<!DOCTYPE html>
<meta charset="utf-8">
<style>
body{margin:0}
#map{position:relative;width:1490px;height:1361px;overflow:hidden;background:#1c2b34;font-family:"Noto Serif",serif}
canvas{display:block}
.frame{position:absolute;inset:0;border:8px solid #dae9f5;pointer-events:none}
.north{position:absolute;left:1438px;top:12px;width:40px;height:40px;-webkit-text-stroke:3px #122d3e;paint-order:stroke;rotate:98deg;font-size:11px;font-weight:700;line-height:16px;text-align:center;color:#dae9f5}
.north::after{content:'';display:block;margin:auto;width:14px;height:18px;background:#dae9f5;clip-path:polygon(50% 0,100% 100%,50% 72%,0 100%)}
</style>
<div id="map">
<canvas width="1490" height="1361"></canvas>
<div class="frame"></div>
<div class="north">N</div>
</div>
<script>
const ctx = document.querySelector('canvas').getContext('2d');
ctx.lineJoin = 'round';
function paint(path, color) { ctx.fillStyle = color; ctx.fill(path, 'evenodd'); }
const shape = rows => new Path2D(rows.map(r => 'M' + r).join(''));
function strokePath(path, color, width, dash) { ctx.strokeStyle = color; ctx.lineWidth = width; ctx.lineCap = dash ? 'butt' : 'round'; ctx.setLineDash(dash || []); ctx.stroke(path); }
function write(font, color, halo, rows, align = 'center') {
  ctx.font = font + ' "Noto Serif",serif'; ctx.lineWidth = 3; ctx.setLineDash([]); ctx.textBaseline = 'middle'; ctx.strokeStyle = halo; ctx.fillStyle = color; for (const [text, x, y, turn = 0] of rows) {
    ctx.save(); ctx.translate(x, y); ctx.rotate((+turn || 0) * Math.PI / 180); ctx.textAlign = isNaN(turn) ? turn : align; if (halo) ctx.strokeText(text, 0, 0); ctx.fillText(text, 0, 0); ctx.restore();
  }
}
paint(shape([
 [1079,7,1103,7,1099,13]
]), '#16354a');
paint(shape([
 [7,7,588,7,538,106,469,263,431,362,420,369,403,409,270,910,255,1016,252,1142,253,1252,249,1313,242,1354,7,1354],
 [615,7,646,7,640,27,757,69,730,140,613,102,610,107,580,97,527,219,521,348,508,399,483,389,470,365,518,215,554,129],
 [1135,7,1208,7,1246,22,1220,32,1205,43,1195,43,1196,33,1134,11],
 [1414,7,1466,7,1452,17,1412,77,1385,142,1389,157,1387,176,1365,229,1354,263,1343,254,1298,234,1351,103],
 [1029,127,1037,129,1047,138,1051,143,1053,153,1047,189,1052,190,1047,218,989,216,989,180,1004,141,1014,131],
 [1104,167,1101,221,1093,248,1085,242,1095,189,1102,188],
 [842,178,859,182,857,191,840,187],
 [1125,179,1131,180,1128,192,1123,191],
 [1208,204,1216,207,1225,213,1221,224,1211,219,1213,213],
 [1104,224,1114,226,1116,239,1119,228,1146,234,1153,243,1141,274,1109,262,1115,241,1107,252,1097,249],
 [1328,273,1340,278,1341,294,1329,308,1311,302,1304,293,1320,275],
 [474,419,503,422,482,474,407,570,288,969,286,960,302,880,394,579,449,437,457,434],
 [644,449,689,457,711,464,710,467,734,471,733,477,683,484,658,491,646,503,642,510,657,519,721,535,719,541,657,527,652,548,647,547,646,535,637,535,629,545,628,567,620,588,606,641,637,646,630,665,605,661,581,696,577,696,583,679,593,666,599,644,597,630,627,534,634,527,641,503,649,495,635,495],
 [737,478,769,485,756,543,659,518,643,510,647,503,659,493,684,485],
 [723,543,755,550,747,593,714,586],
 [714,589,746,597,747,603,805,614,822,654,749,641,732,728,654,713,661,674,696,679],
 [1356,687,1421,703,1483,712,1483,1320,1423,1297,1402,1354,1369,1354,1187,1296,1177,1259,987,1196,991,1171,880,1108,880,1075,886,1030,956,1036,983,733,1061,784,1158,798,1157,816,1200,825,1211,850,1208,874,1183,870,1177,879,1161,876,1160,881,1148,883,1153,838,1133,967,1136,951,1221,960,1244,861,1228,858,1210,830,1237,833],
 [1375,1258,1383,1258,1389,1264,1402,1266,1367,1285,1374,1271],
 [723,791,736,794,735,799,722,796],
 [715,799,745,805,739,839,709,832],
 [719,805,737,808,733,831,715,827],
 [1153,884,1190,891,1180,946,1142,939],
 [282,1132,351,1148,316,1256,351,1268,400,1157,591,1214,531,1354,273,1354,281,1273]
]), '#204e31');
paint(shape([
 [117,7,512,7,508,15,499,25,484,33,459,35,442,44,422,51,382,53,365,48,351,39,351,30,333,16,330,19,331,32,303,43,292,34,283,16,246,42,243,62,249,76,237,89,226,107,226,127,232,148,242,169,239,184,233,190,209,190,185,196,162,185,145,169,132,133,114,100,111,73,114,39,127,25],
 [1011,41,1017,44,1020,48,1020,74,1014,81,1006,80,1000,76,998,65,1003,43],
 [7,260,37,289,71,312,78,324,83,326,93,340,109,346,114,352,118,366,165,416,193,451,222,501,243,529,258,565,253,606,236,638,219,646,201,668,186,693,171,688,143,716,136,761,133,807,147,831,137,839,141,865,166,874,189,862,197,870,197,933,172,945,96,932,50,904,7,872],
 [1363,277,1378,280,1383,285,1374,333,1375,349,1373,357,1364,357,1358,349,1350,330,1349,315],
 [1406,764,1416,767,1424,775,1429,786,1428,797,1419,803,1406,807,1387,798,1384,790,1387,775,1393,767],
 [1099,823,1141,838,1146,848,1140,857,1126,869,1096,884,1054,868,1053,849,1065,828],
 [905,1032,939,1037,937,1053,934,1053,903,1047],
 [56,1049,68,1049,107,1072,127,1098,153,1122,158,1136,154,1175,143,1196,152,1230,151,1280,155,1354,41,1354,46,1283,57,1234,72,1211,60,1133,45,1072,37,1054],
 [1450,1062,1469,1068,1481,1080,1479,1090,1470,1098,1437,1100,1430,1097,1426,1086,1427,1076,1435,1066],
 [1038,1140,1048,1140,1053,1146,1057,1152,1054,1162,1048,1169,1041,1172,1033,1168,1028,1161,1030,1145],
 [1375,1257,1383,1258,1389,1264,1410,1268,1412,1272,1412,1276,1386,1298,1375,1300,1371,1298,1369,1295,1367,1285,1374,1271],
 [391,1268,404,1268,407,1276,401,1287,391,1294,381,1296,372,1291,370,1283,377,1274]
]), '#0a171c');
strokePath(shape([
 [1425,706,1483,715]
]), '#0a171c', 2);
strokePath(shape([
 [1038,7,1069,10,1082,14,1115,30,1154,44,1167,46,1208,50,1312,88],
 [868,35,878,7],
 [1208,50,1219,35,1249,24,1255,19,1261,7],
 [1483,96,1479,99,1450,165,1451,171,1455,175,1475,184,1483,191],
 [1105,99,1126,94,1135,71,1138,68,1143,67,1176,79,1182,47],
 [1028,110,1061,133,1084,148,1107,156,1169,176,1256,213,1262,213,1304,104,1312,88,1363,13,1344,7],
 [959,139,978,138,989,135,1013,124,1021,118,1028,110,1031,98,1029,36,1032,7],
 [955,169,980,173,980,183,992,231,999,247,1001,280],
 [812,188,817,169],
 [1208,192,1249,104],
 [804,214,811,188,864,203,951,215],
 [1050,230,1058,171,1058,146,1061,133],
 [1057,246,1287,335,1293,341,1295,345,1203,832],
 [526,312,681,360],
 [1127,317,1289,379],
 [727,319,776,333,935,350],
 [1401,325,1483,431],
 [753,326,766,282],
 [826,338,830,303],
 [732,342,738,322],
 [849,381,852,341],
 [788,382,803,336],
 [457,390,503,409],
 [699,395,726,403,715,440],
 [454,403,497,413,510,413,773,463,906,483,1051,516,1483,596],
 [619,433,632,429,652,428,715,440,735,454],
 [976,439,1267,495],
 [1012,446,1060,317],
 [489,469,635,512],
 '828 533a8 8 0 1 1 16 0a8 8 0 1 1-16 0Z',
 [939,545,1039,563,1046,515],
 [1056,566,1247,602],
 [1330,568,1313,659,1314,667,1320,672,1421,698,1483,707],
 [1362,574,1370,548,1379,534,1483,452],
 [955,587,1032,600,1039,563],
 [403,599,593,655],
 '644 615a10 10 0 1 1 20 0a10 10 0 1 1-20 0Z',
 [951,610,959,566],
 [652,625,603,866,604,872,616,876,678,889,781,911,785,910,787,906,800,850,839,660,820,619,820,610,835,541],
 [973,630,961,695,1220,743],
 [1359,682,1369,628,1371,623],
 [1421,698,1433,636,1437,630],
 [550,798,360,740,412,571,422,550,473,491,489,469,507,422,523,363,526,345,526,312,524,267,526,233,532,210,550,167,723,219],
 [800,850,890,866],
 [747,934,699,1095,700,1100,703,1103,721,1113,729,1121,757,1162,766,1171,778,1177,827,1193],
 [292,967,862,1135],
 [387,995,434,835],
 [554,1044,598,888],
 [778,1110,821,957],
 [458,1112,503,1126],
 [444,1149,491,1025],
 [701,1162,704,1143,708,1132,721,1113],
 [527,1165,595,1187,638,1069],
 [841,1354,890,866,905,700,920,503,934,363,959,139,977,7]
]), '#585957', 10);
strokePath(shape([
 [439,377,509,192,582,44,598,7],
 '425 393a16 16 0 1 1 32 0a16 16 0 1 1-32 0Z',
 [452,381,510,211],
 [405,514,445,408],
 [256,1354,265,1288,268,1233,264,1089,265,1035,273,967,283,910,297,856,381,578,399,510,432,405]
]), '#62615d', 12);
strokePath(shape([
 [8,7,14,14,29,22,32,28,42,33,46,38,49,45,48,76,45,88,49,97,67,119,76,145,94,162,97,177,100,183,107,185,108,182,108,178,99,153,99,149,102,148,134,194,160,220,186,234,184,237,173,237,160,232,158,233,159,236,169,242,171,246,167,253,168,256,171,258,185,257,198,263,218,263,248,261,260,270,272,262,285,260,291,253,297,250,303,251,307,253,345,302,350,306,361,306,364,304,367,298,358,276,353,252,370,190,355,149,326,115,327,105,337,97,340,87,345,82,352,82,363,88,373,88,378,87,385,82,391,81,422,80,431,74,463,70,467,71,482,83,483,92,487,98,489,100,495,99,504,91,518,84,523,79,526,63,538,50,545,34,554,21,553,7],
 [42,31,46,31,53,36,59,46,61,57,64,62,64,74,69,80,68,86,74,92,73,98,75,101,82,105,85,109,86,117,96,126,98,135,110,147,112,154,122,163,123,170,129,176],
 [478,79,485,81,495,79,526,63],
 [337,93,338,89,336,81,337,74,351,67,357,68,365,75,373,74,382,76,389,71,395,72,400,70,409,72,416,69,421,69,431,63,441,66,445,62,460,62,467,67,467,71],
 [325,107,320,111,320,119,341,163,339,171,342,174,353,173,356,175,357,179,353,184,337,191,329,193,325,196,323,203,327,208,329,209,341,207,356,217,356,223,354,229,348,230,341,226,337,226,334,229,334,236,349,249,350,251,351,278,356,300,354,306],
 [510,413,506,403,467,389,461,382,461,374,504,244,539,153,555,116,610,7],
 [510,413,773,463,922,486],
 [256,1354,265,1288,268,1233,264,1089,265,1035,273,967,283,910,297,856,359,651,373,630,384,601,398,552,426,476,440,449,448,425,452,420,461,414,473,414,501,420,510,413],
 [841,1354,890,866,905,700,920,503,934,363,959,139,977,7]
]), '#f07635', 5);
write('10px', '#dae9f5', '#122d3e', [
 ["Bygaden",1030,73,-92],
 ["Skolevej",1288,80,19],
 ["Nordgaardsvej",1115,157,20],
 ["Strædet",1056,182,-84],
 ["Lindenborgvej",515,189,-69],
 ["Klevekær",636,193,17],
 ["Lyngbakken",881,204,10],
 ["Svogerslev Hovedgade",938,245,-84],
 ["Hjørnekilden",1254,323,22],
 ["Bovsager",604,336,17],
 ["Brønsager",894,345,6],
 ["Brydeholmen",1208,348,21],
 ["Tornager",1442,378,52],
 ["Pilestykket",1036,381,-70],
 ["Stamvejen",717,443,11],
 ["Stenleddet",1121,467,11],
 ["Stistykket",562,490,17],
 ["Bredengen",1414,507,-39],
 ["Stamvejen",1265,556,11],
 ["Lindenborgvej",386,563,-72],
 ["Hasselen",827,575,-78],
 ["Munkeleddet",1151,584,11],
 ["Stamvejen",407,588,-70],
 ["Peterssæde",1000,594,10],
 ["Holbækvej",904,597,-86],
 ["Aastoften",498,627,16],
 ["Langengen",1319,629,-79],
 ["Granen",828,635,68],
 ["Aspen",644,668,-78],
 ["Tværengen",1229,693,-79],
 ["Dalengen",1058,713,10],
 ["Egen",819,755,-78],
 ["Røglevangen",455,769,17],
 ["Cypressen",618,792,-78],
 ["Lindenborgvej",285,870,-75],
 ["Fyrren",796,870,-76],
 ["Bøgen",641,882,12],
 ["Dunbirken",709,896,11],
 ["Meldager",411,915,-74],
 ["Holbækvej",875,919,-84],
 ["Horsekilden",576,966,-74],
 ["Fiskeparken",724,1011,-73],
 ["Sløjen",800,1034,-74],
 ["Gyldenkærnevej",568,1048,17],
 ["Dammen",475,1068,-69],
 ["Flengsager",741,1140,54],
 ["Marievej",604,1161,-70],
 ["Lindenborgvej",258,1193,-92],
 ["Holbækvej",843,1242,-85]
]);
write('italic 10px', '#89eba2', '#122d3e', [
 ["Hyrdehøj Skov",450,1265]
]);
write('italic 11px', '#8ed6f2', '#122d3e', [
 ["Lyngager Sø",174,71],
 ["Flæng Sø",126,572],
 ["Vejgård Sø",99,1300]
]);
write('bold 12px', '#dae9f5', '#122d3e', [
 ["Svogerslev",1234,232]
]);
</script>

★ ★ ★ ★ ★ ★ ★

Every line in the data above that includes the word "rows" should be copied.

Task result:
const shape = rows => new Path2D(rows.map(r => 'M' + r).join(''));
function write(font, color, halo, rows, align = 'center') {
  ctx.font = font + ' "Noto Serif",serif'; ctx.lineWidth = 3; ctx.setLineDash([]); ctx.textBaseline = 'middle'; ctx.strokeStyle = halo; ctx.fillStyle = color; for (const [text, x, y, turn = 0] of rows) {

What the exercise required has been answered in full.